In other words, if the manufacturer is going to be able to sell his products, the people gotta have money to pay for the products. All those people have been put out of work by the machines the manufacturer is using. Therefore, the people have got to be paid by the government--CREDIT of some kind, so they can buy what the machines produces--then the thing will go on.

So this means that thousands and thousands of people are going to be loafing around, with nothing at all to do. A few people who are maniacs for work will go on...

Leary: I think what you're defining, Alan, is...

Watts: But that's the kind of situation we're moving into. IF we survive at all.

Leary: Well, there's another possibility. And, I think you're defining two possible new species. Let's face it, the evolution of mankind is not over.

Watts: No!

Leary: Just as there are many kinds of primates: baboons and chimpanzees and so forth. In a few thousand years we'll look back and see that from--what we call man--there may be two or more species developing.

There's no question that one species, which could and probably will develop, is this anthill. ItŐs run like a beehive with queens--or kings--(laughs) and it'll all be television and now, of course, in that, sexuality will become very promiscuous and almost impersonal. Because, in an anthill, it always turns out that way.

BUT you're gonna have another species who will inevitably survive, and that will be the tribal people, who don't have to worry about leisure because when you drop out then the real playwork begins. Because then you have to, as Gary says, learn how to take care of yourself and your loved ones on this...

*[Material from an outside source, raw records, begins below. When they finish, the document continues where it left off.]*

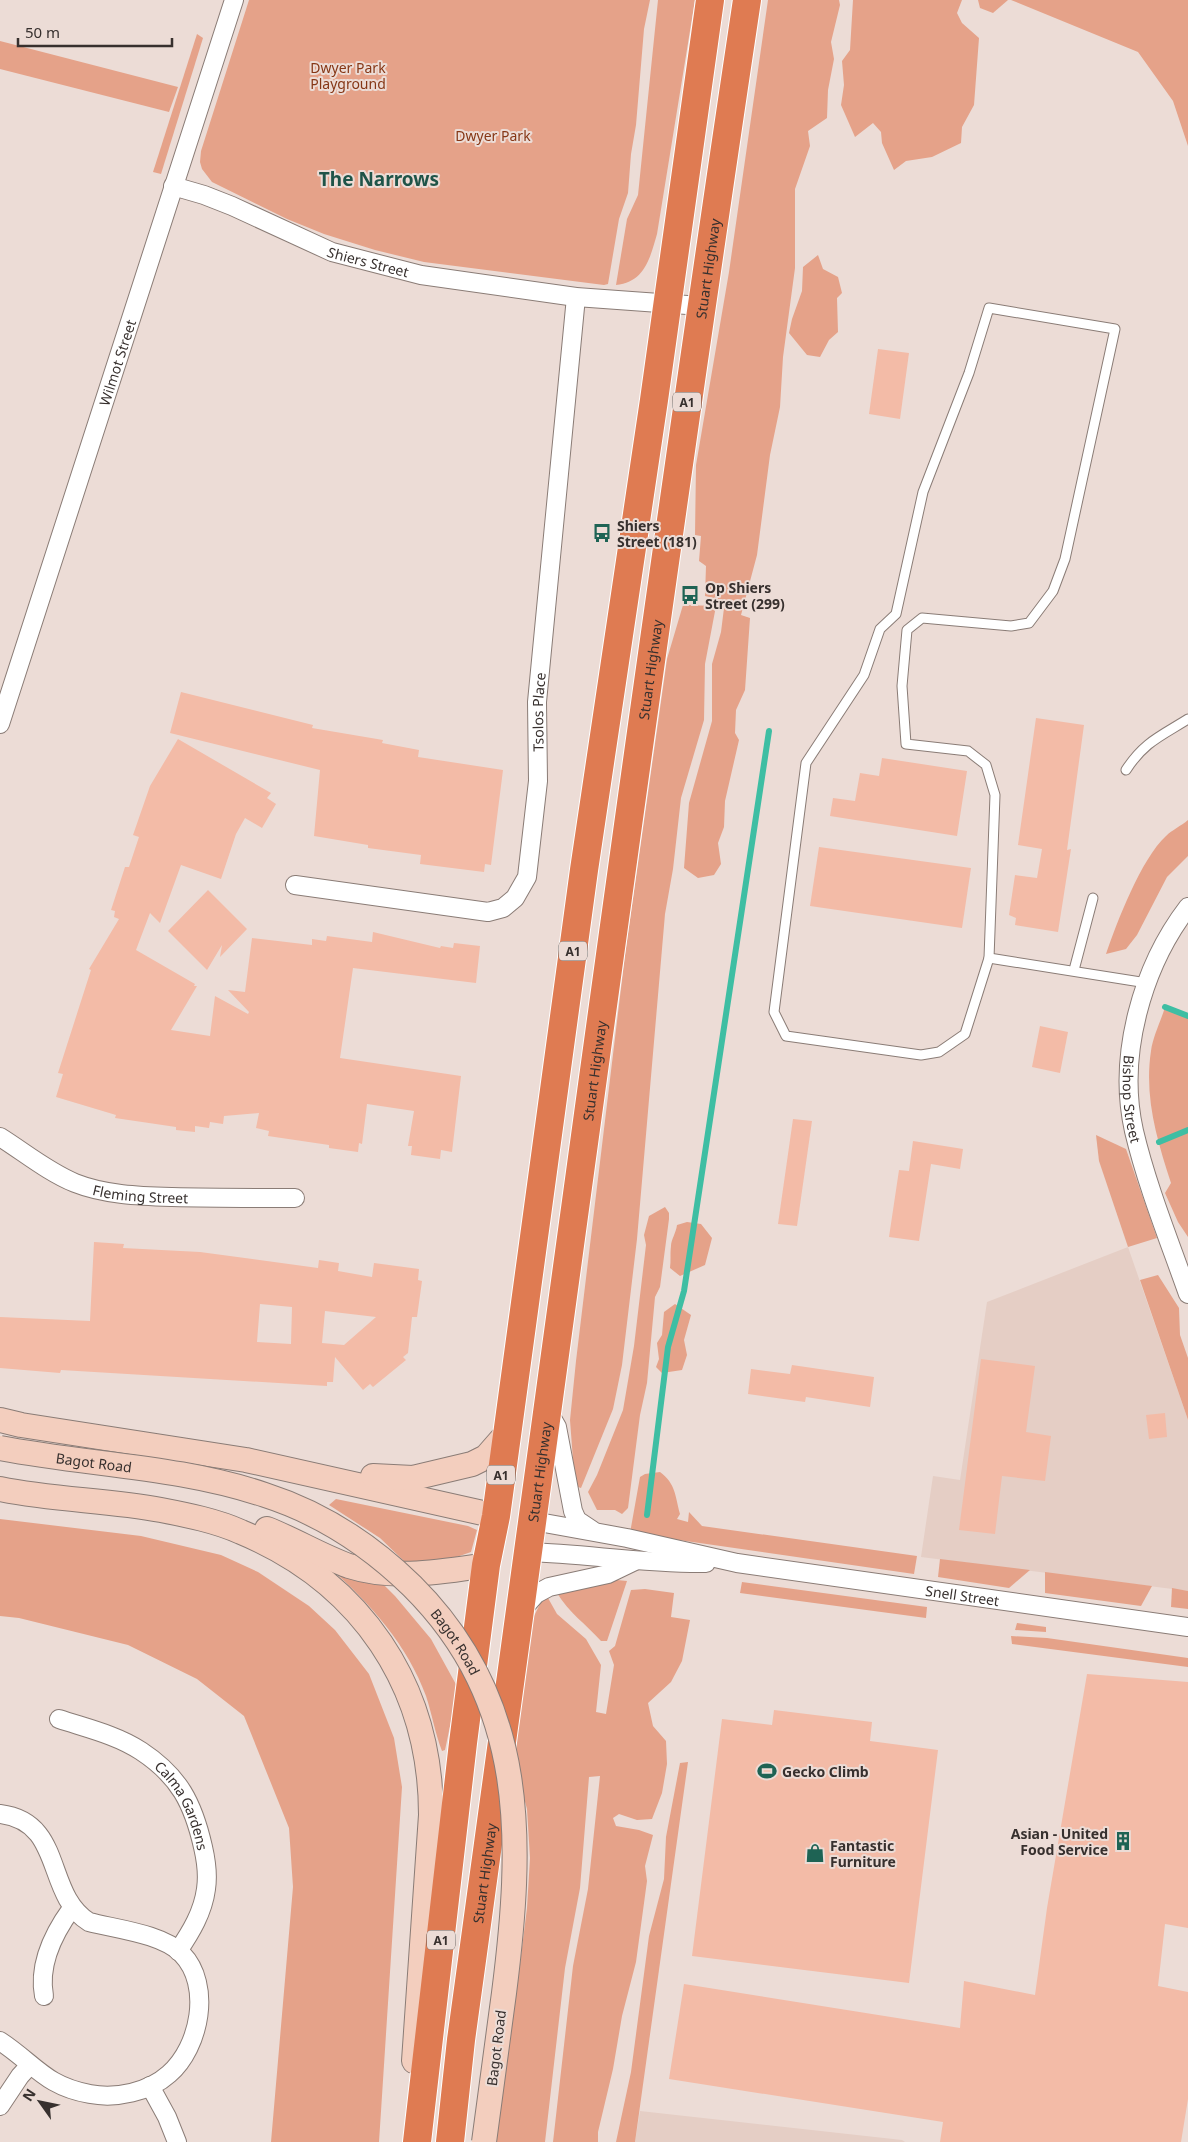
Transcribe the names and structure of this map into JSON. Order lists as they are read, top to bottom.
{
  "streets": {
    "highway": ["Stuart Highway", "A1"],
    "main road": ["Bagot Road"],
    "street": [
      "Shiers Street",
      "Wilmot Street",
      "Tsolos Place",
      "Bishop Street",
      "Fleming Street",
      "Snell Street",
      "Calma Gardens"
    ]
  },
  "crossings": [
    ["Shiers Street", "Stuart Highway"],
    ["Shiers Street", "Wilmot Street"],
    ["Shiers Street", "A1"],
    ["Shiers Street", "Tsolos Place"],
    ["Stuart Highway", "Snell Street"],
    ["A1", "Bagot Road"]
  ],
  "districts": ["The Narrows"],
  "parks": ["Dwyer Park Playground", "Dwyer Park"],
  "places": {
    "bus stop": ["Shiers Street (181)", "Op Shiers Street (299)"],
    "sports": ["Gecko Climb"],
    "building": ["Asian - United Food Service"],
    "shop": ["Fantastic Furniture"]
  },
  "scale_bar": "50 m",
  "north": "top left"
}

Snyder: I don't think that you're right about that anthill thing at all though. That's a very negative view of human nature. I don't think it's accurate.

Leary: It's no longer even human nature. We won't call them human anymore. These people


Snyder: C'mon, Tim, they're humans and they're gonna be here. You're talking a drama here. You're talking about--you know--anthropological realities. The anthropological reality is that human beings, in their nature, want to be in touch with what is real in themselves and in the universe.

For example, the longshoremen with their automation contract in San Francisco...a certain number of them have been laid off for the rest of their lives with full pay, and some of them have been laid off already for five years--with full pay--by their contract.

Now, my brother-in-law is a longshoreman, and he's been telling me about what's happening to these guys. Most of them are pretty illiterate, a large portion of them are Negroes. The first thing they all did was get boats and drive around San Francisco Bay...because they have all this leisure.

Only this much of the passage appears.